- _WHAT IS EXPECTED_
Locate all lines in the data below that hold "Playground" and show them.

----------

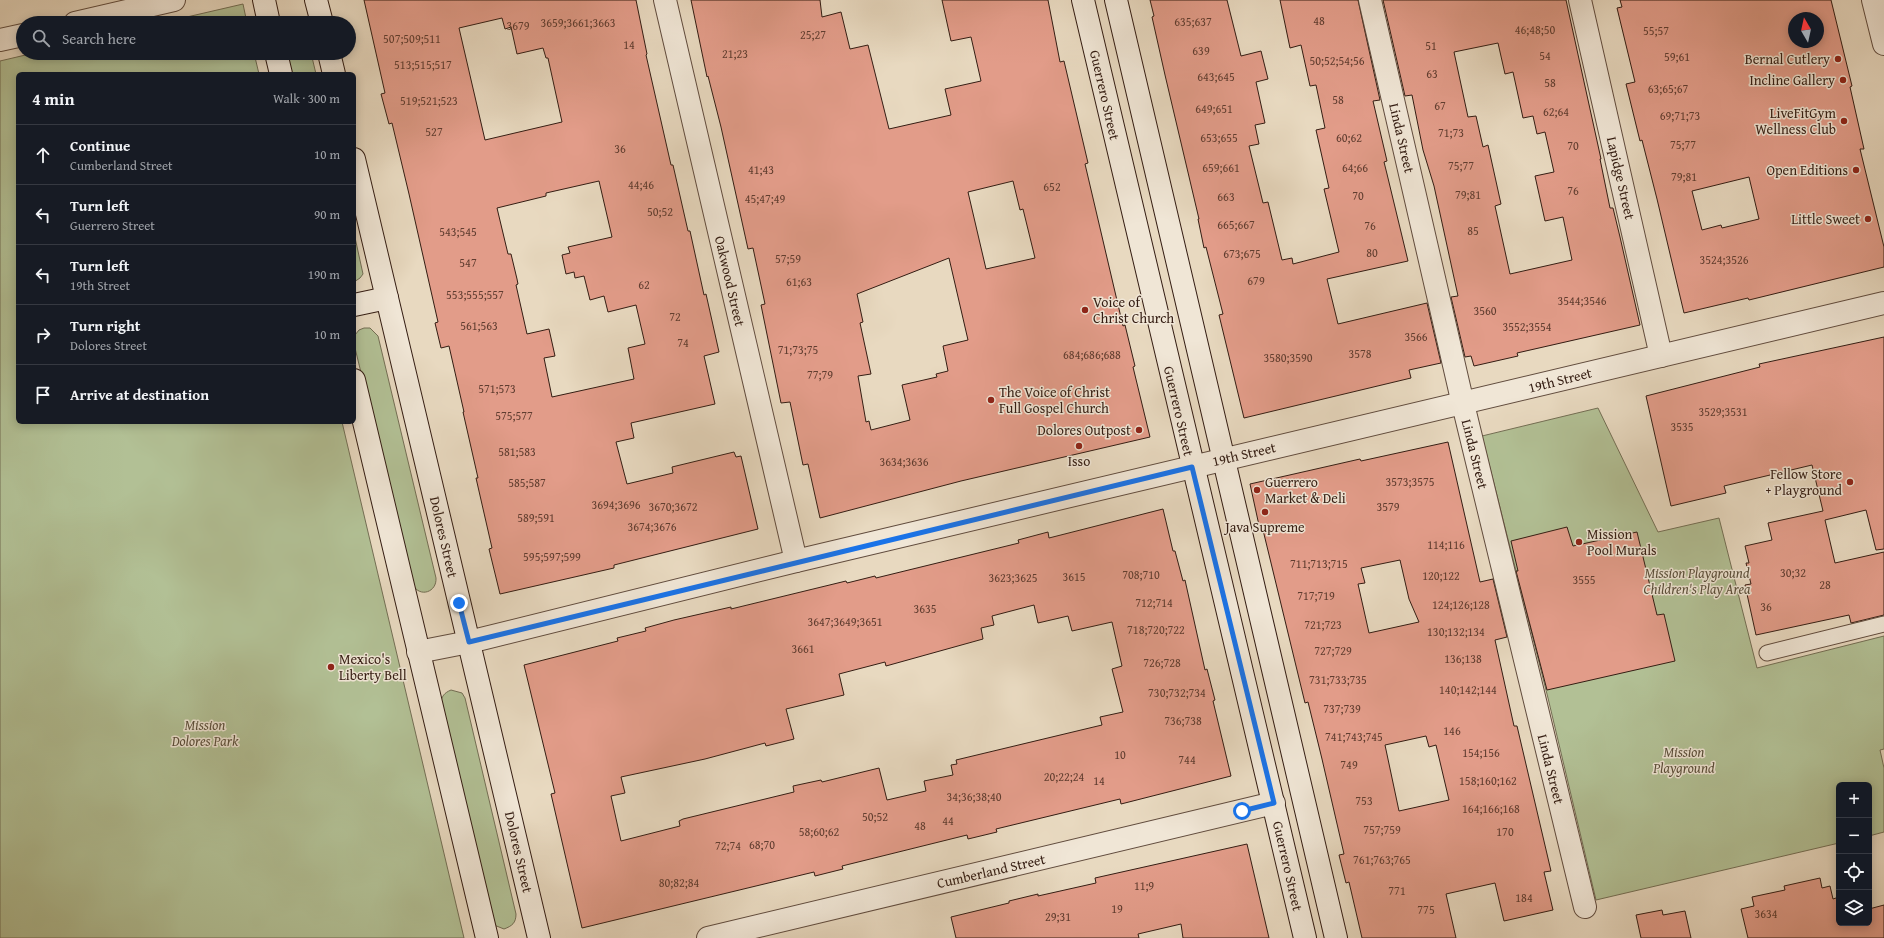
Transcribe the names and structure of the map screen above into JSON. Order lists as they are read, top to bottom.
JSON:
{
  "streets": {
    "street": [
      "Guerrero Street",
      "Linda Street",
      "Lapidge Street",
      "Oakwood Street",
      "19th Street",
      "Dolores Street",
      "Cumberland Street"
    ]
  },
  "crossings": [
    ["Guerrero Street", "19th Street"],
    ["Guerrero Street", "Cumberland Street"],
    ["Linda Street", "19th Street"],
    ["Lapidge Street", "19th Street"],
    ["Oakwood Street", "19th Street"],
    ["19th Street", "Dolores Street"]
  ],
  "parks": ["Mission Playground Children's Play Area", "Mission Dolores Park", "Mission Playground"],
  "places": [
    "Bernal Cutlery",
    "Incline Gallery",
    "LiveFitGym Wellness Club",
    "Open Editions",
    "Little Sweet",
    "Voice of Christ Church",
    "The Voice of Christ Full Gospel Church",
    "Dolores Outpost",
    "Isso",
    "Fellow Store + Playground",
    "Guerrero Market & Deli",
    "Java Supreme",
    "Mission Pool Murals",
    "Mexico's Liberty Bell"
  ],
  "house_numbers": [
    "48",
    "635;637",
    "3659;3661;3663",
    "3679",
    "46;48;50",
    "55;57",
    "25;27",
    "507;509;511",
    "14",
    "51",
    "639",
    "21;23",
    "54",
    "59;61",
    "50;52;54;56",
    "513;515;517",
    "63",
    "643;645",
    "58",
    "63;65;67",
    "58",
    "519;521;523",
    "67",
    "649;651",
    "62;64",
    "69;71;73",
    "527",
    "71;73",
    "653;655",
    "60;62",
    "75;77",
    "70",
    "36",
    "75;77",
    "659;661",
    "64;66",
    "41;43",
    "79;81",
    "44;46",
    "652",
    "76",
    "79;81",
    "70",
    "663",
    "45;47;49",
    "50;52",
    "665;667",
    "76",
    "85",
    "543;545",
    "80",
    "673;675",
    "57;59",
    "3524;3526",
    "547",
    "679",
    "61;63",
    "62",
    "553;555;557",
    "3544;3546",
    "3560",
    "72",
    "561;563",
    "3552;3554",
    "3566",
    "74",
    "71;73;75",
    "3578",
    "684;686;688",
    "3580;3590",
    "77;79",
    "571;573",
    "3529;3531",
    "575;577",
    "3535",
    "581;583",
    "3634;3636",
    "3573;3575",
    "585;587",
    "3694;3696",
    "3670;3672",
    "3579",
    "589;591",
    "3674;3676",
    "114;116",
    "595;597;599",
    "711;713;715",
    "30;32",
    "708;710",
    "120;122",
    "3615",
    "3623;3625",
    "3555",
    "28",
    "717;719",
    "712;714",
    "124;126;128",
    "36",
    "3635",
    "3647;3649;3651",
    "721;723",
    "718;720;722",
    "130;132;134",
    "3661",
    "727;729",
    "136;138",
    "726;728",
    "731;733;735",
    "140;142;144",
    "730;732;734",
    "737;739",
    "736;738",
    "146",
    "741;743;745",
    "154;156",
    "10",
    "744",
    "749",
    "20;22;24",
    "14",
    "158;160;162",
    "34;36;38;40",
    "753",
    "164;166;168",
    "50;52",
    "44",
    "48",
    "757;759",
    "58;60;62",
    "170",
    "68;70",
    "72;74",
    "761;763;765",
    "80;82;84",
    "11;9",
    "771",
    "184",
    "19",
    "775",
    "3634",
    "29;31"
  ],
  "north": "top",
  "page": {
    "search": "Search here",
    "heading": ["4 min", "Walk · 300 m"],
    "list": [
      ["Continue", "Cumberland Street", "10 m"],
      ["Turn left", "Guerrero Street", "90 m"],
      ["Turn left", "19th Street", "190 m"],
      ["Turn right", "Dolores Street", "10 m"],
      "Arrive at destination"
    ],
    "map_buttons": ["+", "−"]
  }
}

----------

- _ANSWER TO THE PROBLEM_
  "parks": ["Mission Playground Children's Play Area", "Mission Dolores Park", "Mission Playground"],
    "Fellow Store + Playground",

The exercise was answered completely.